New research suggests that a computer algorithm may be better than radiologists at detecting lung cancer.
Lung cancer causes almost 160,000 deaths in the United States, according to the most recent estimates. The condition is the leading cause of cancer-related death in the U.S., and early detection is crucial for both stopping the spread of tumors and improving patient outcomes.
As an alternative to chest X-rays, healthcare professionals have recently been using computed tomography (CT) scans to screen for lung cancer.
In fact, some scientists argue that CT scans are superior to X-rays for lung cancer detection, and research has shown that low-dose CT (LDCT) in particular has reduced lung cancer deaths by 20%.
However, a high rate of false positives and false negatives still riddles the LDCT procedure. These errors typically delay the diagnosis of lung cancer until the disease has reached an advanced stage when it becomes too difficult to treat.
New research may safeguard against these errors. A group of scientists has used artificial intelligence (AI) techniques to detect lung tumors in LDCT scans.
Daniel Tse, from the Google Health Research group in Mountain View, CA, is the corresponding author of the study, the findings of which appear in the journal Nature Medicine.
‘Model outperformed all six radiologists’
Tse and colleagues applied a form of AI called deep learning to 42,290 LDCT scans, which they accessed from the Northwestern Electronic Data Warehouse and other data sources belonging to the Northwestern Medicine hospitals in Chicago, IL.
The deep-learning algorithm enables computers to learn by example. In this case, the researchers trained the system using a primary LDCT scan together with an earlier LDCT scan, if it was available.
Prior LDCT scans are useful because they can reveal an abnormal growth rate of lung nodules, thus indicating malignancy.
In the current study, the AI provided an “automated image evaluation system” that accurately predicted the malignancy of lung nodules without any human intervention.
The researchers compared the AI’s evaluations with those of six board-certified U.S. radiologists who had up to 20 years of clinical experience.
When prior LDCT scans were not available, the AI “model outperformed all six radiologists with absolute reductions of 11% in false positives and 5% in false negatives,” report Tse and colleagues. When previous imaging was available, the AI performed just as well as the radiologists.
Study co-author Dr. Mozziyar Etemadi, a research assistant professor of anesthesiology at Northwestern University Feinberg School of Medicine in Chicago, explains why AI can outperform human evaluation.
“Radiologists generally examine hundreds of 2D images or ‘slices’ in a single CT scan, but this new machine learning system views the lungs in a huge, single 3D image,” Dr. Etemadi says.
“AI in 3D can be much more sensitive in its ability to detect early lung cancer than the human eye looking at 2D images. This is technically ‘4D’ because it is not only looking at one CT scan but two (the current and prior scan) over time.”
Dr. Mozziyar Etemadi
“In order to build the AI to view the CTs in this way, you require an enormous computer system of Google-scale,” he continues. “The concept is novel, but the actual engineering of it is also novel because of the scale.”

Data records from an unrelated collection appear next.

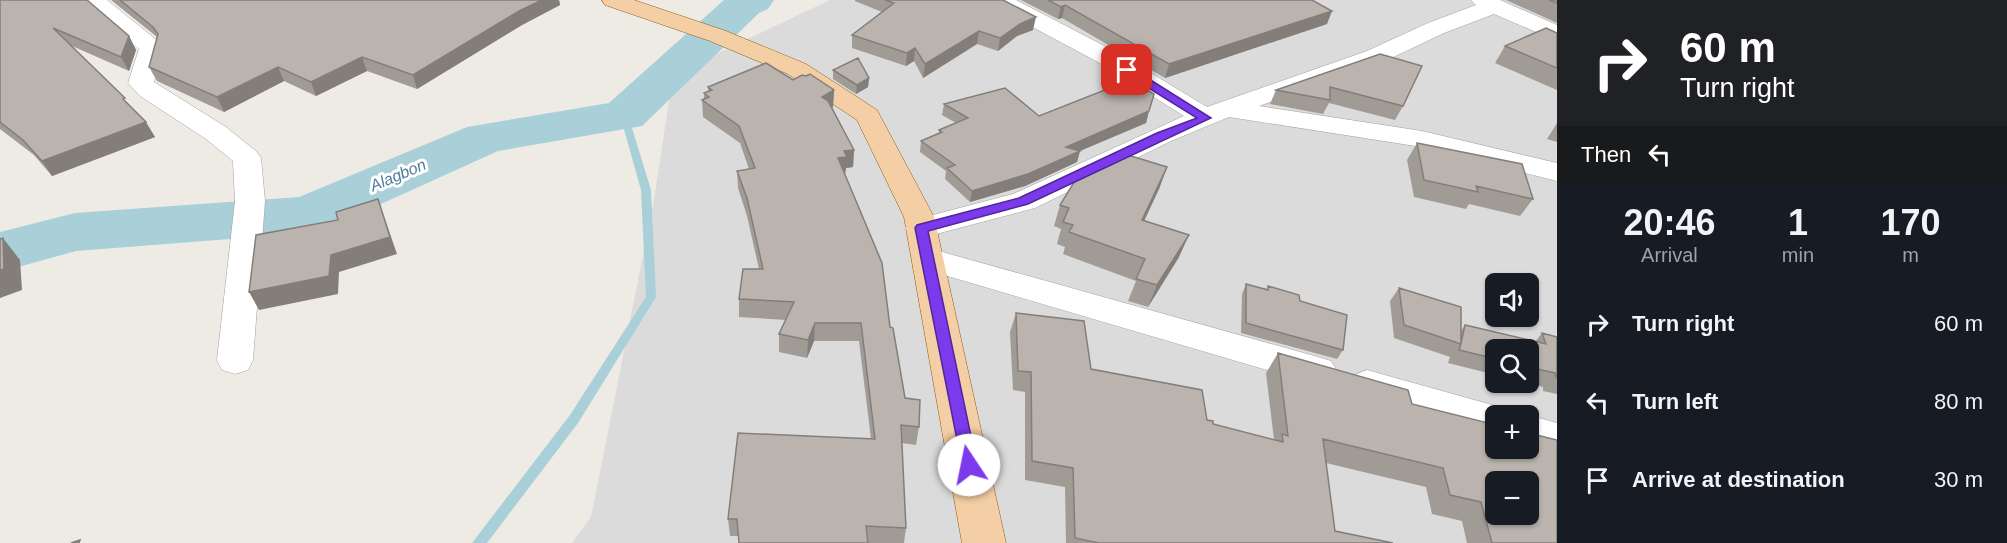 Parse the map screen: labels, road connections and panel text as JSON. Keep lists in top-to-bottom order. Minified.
{"water":["Alagbon"],"page":{"turn":["60 m","Turn right"],"then":"Then","eta":["20:46","Arrival","1","min","170","m"],"map_buttons":["+","−"],"list":[{"name":"Turn right","value":"60 m"},{"name":"Turn left","value":"80 m"},{"name":"Arrive at destination","value":"30 m"}]}} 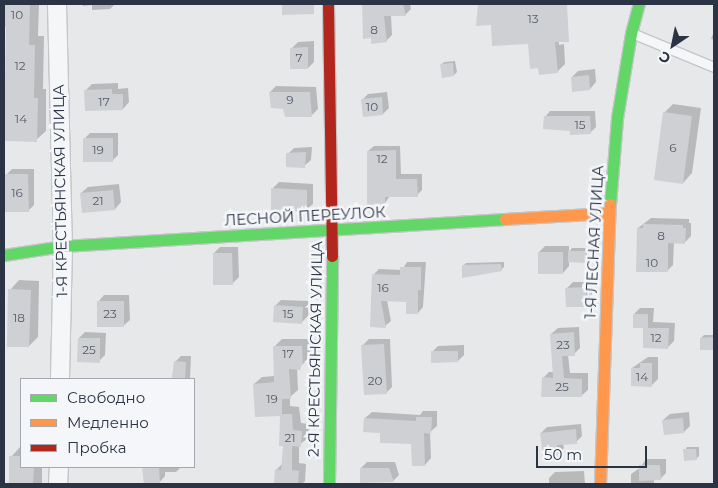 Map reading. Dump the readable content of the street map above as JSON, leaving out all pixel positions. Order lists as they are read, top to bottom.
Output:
{
  "streets": {
    "street": [
      "1-Я КРЕСТЬЯНСКАЯ УЛИЦА",
      "ЛЕСНОЙ ПЕРЕУЛОК",
      "1-Я ЛЕСНАЯ УЛИЦА",
      "2-Я КРЕСТЬЯНСКАЯ УЛИЦА"
    ]
  },
  "crossings": [
    ["1-Я КРЕСТЬЯНСКАЯ УЛИЦА", "ЛЕСНОЙ ПЕРЕУЛОК"],
    ["ЛЕСНОЙ ПЕРЕУЛОК", "1-Я ЛЕСНАЯ УЛИЦА"],
    ["ЛЕСНОЙ ПЕРЕУЛОК", "2-Я КРЕСТЬЯНСКАЯ УЛИЦА"]
  ],
  "house_numbers": [
    "10",
    "13",
    "8",
    "7",
    "12",
    "9",
    "17",
    "10",
    "14",
    "15",
    "6",
    "19",
    "12",
    "16",
    "21",
    "8",
    "10",
    "16",
    "23",
    "15",
    "18",
    "12",
    "23",
    "25",
    "17",
    "14",
    "20",
    "25",
    "19",
    "21"
  ],
  "legend": ["Свободно", "Медленно", "Пробка"],
  "scale_bar": "50 m",
  "north": "bottom left"
} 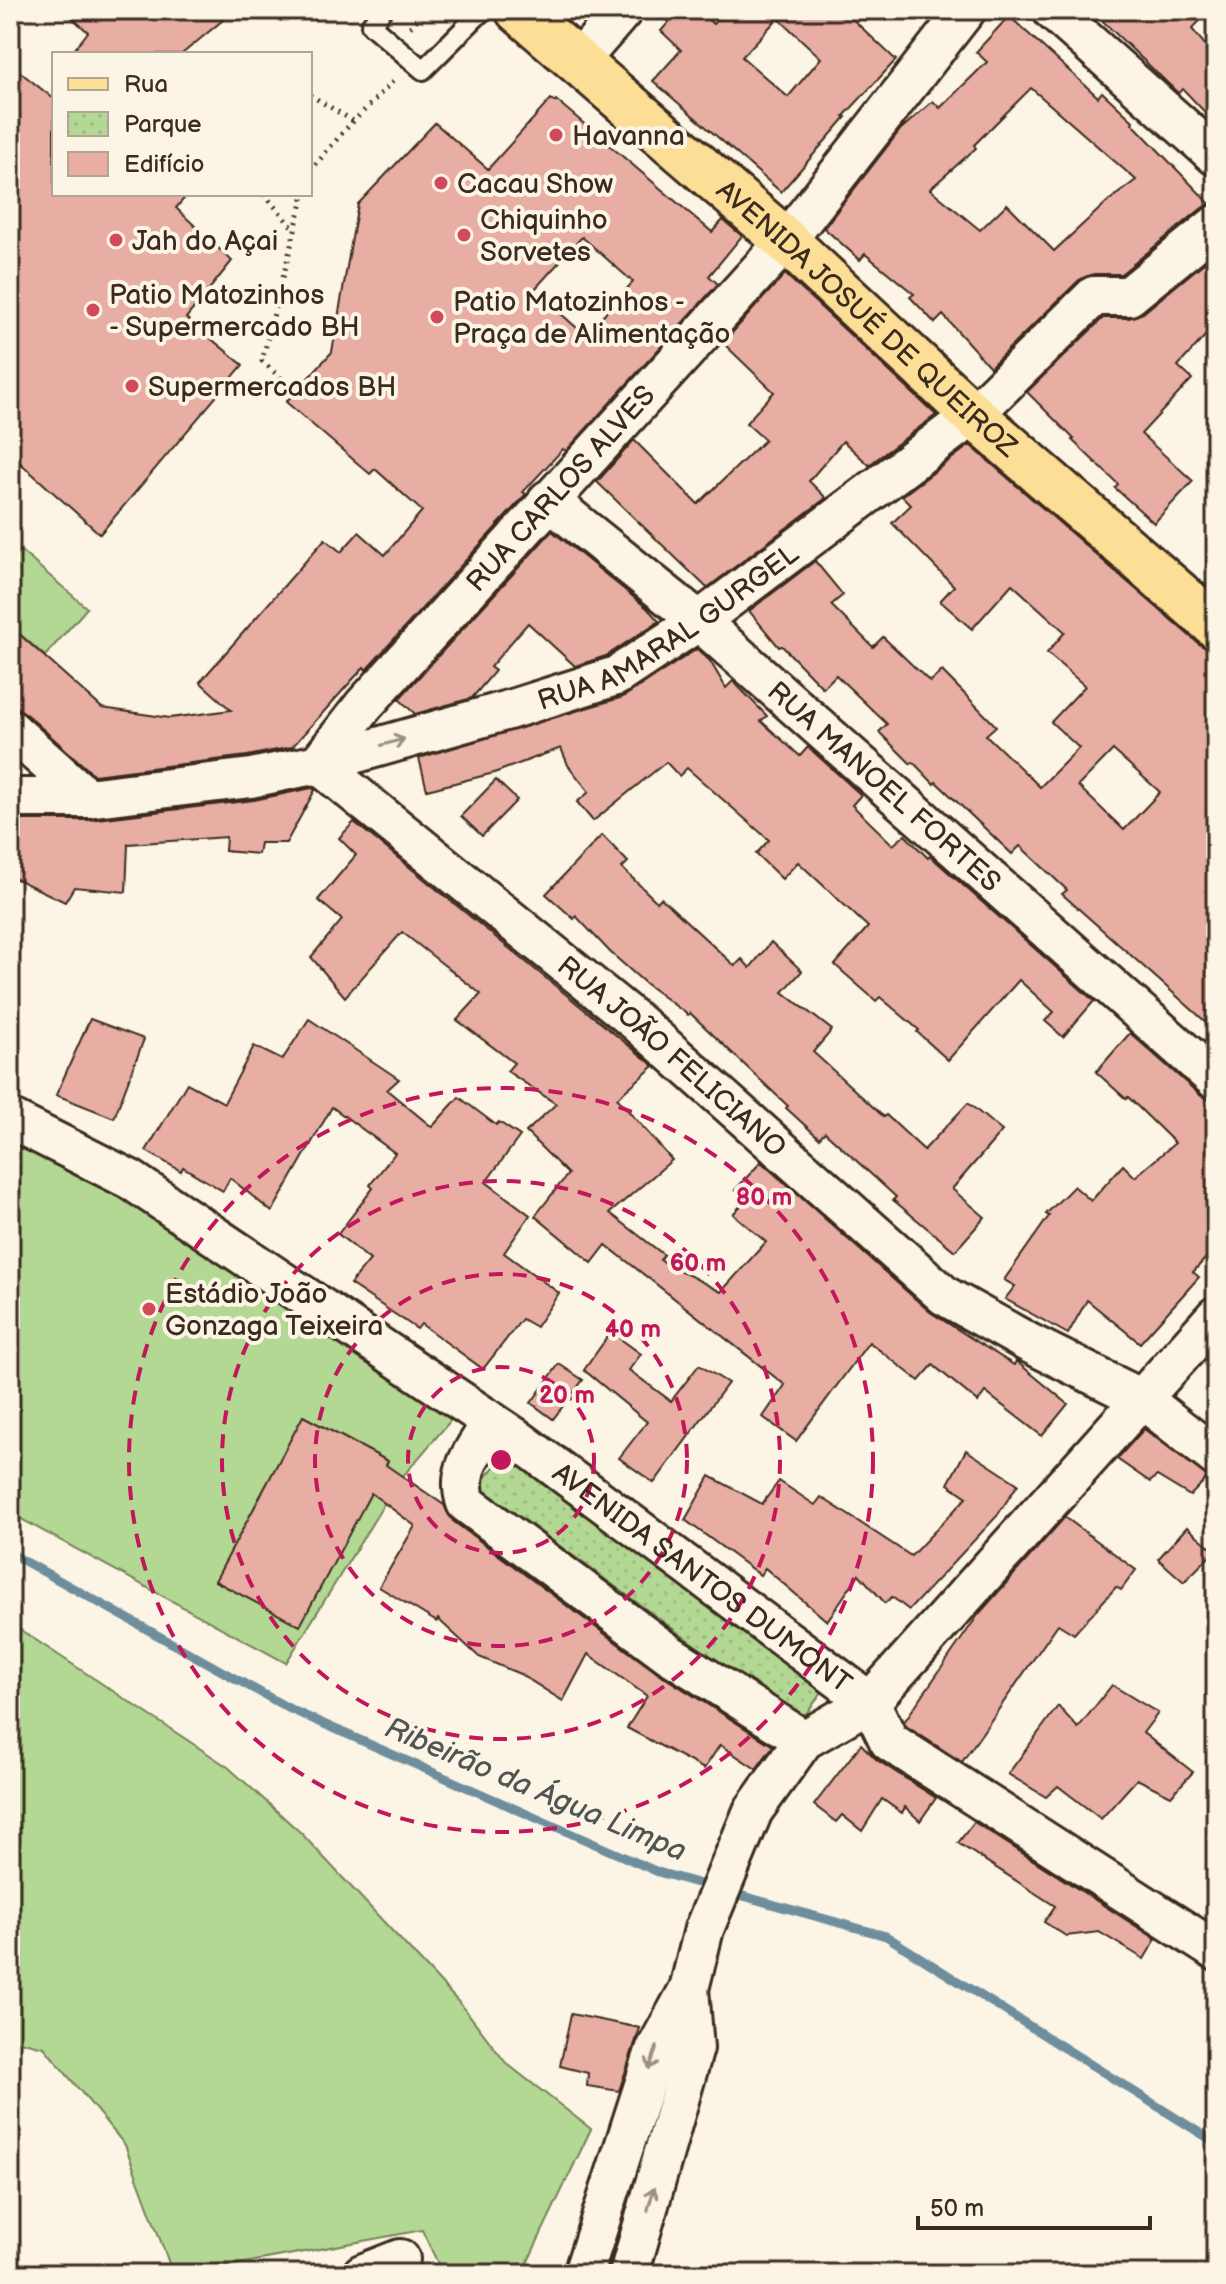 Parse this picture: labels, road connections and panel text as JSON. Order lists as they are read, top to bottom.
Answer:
{
  "streets": {
    "main road": ["AVENIDA JOSUÉ DE QUEIROZ"],
    "street": [
      "RUA CARLOS ALVES",
      "RUA AMARAL GURGEL",
      "RUA MANOEL FORTES",
      "RUA JOÃO FELICIANO",
      "AVENIDA SANTOS DUMONT"
    ]
  },
  "crossings": [
    ["AVENIDA JOSUÉ DE QUEIROZ", "RUA CARLOS ALVES"],
    ["AVENIDA JOSUÉ DE QUEIROZ", "RUA AMARAL GURGEL"],
    ["RUA CARLOS ALVES", "RUA AMARAL GURGEL"],
    ["RUA CARLOS ALVES", "RUA MANOEL FORTES"],
    ["RUA CARLOS ALVES", "RUA JOÃO FELICIANO"],
    ["RUA AMARAL GURGEL", "RUA MANOEL FORTES"],
    ["RUA AMARAL GURGEL", "RUA JOÃO FELICIANO"]
  ],
  "water": ["Ribeirão da Água Limpa"],
  "places": [
    "Havanna",
    "Cacau Show",
    "Chiquinho Sorvetes",
    "Jah do Açai",
    "Patio Matozinhos - Supermercado BH",
    "Patio Matozinhos - Praça de Alimentação",
    "Supermercados BH",
    "Estádio João Gonzaga Teixeira"
  ],
  "legend": ["Rua", "Parque", "Edifício"],
  "scale_bar": "50 m",
  "rings": [
    "80 m",
    "60 m",
    "40 m",
    "20 m"
  ]
} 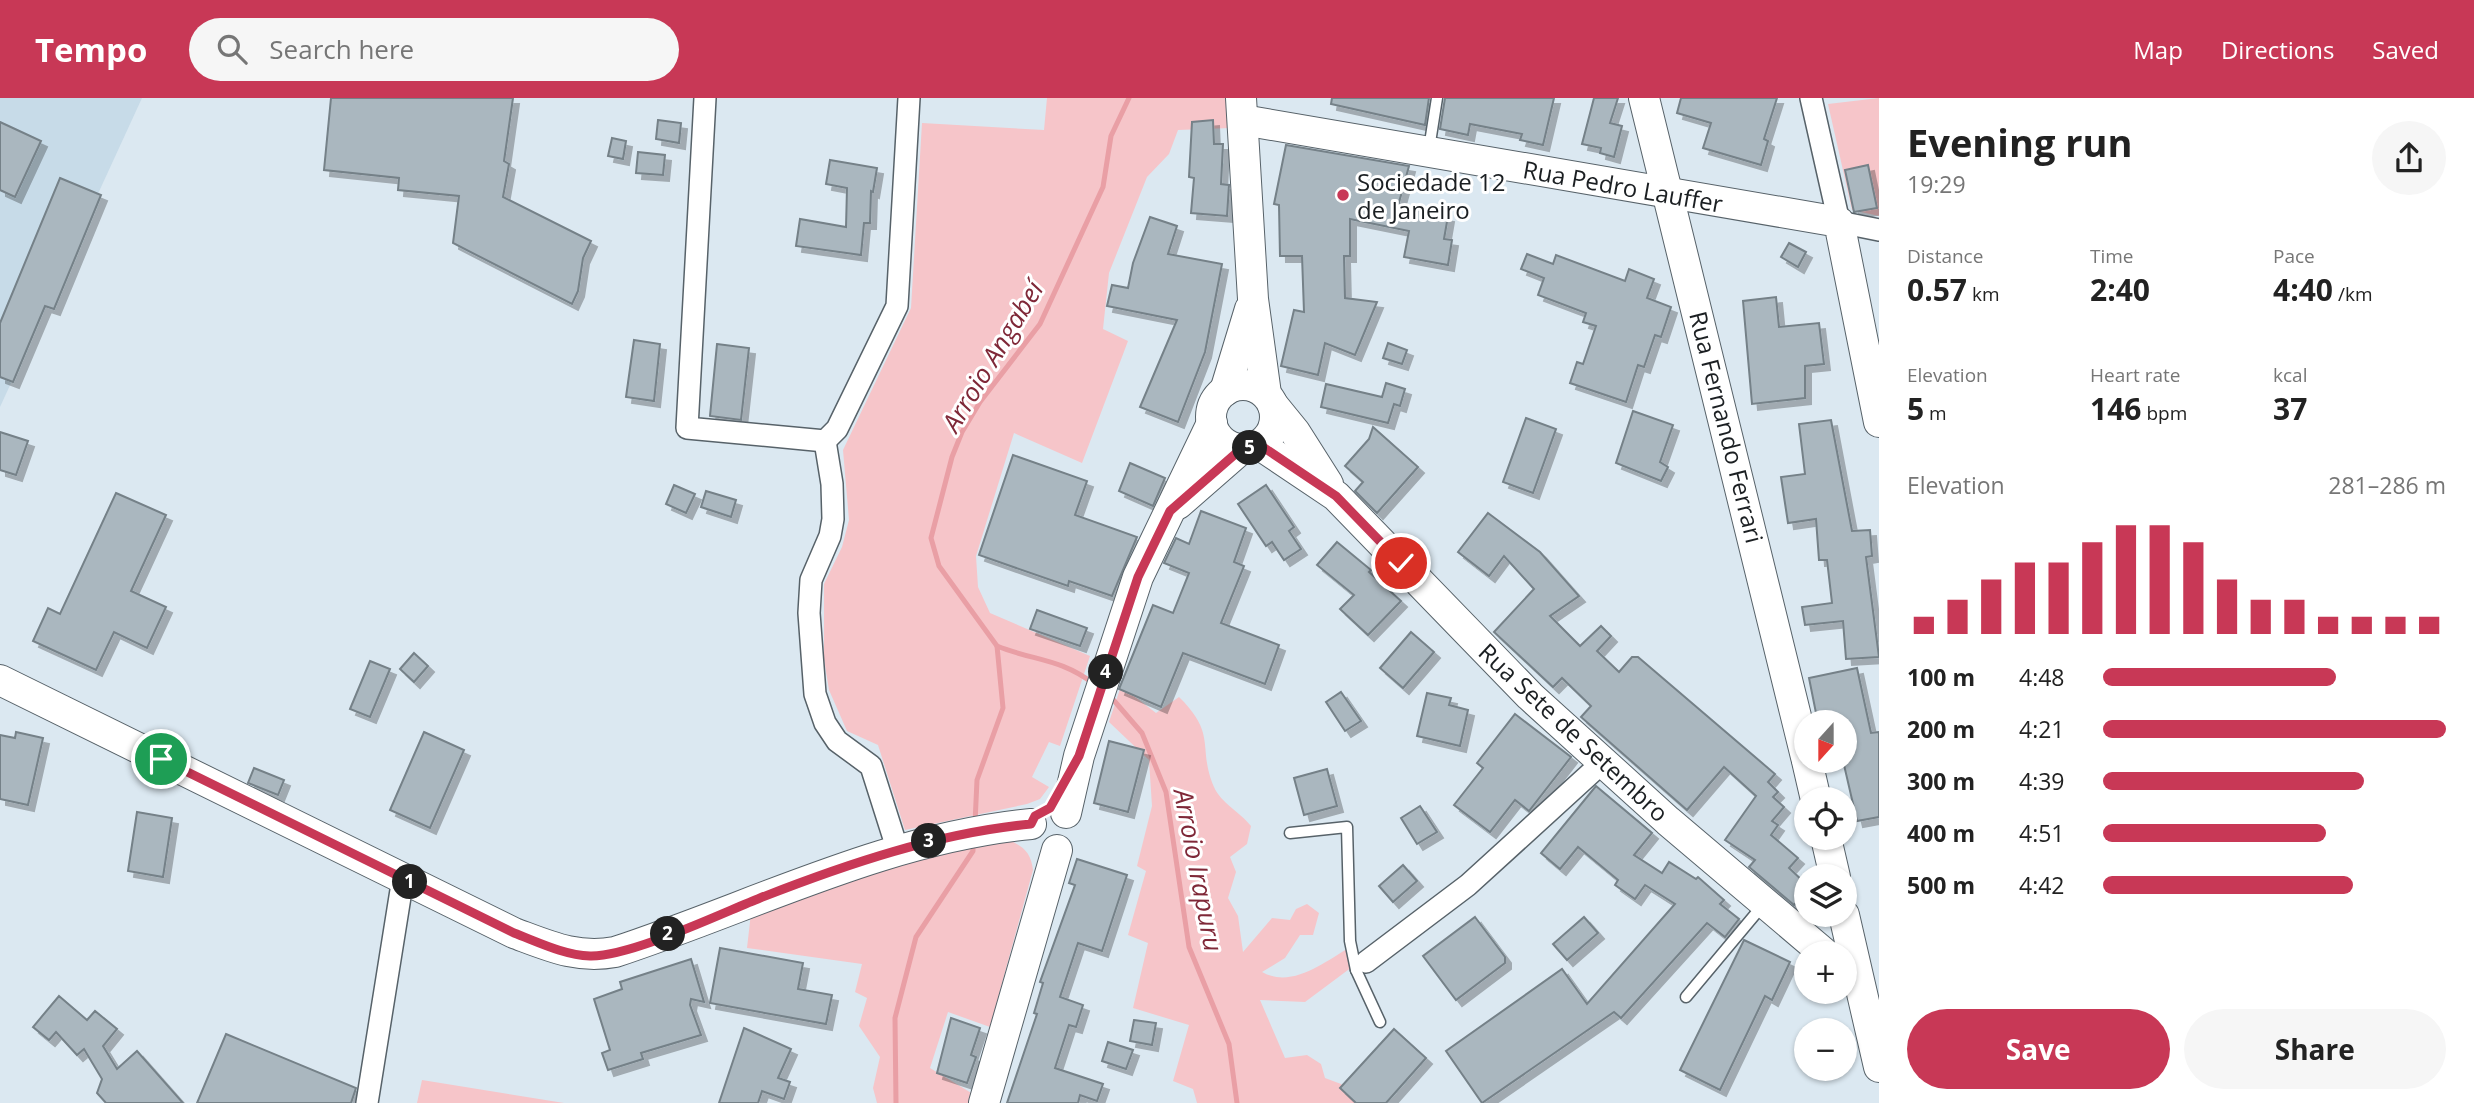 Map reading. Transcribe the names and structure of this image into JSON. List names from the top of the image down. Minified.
{"streets":{"main road":["Rua Pedro Lauffer","Rua Fernando Ferrari","Rua Sete de Setembro"]},"crossings":[["Rua Pedro Lauffer","Rua Fernando Ferrari"]],"water":["Arroio Angabeí","Arroio Irapuru"],"places":["Sociedade 12 de Janeiro"],"north":"bottom","page":{"header":"Tempo","search":"Search here","nav":["Map","Directions","Saved"],"heading":["Evening run","19:29"],"stats":[["Distance","0.57 km"],["Time","2:40"],["Pace","4:40 /km"],["Elevation","5 m"],["Heart rate","146 bpm"],["kcal","37"]],"pins":["5","4","3","1","2"],"chart":["Elevation","281–286 m"],"list":[{"name":"100 m","note":"4:48"},{"name":"200 m","note":"4:21"},{"name":"300 m","note":"4:39"},{"name":"400 m","note":"4:51"},{"name":"500 m","note":"4:42"}],"map_buttons":["+","−"],"buttons":["Save","Share"]}}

Dr. Etemadi goes on to extol the benefits of using deep-learning technology, emphasizing its precision. “The system can categorize a lesion with more specificity,” the researcher says.
“Not only can we better diagnose someone with cancer, we can also say if someone doesn’t have cancer, potentially saving them from an invasive, costly, and risky lung biopsy,” concludes Dr. Etemadi.
The researchers caution, however, that it is first necessary to validate these results in larger cohorts.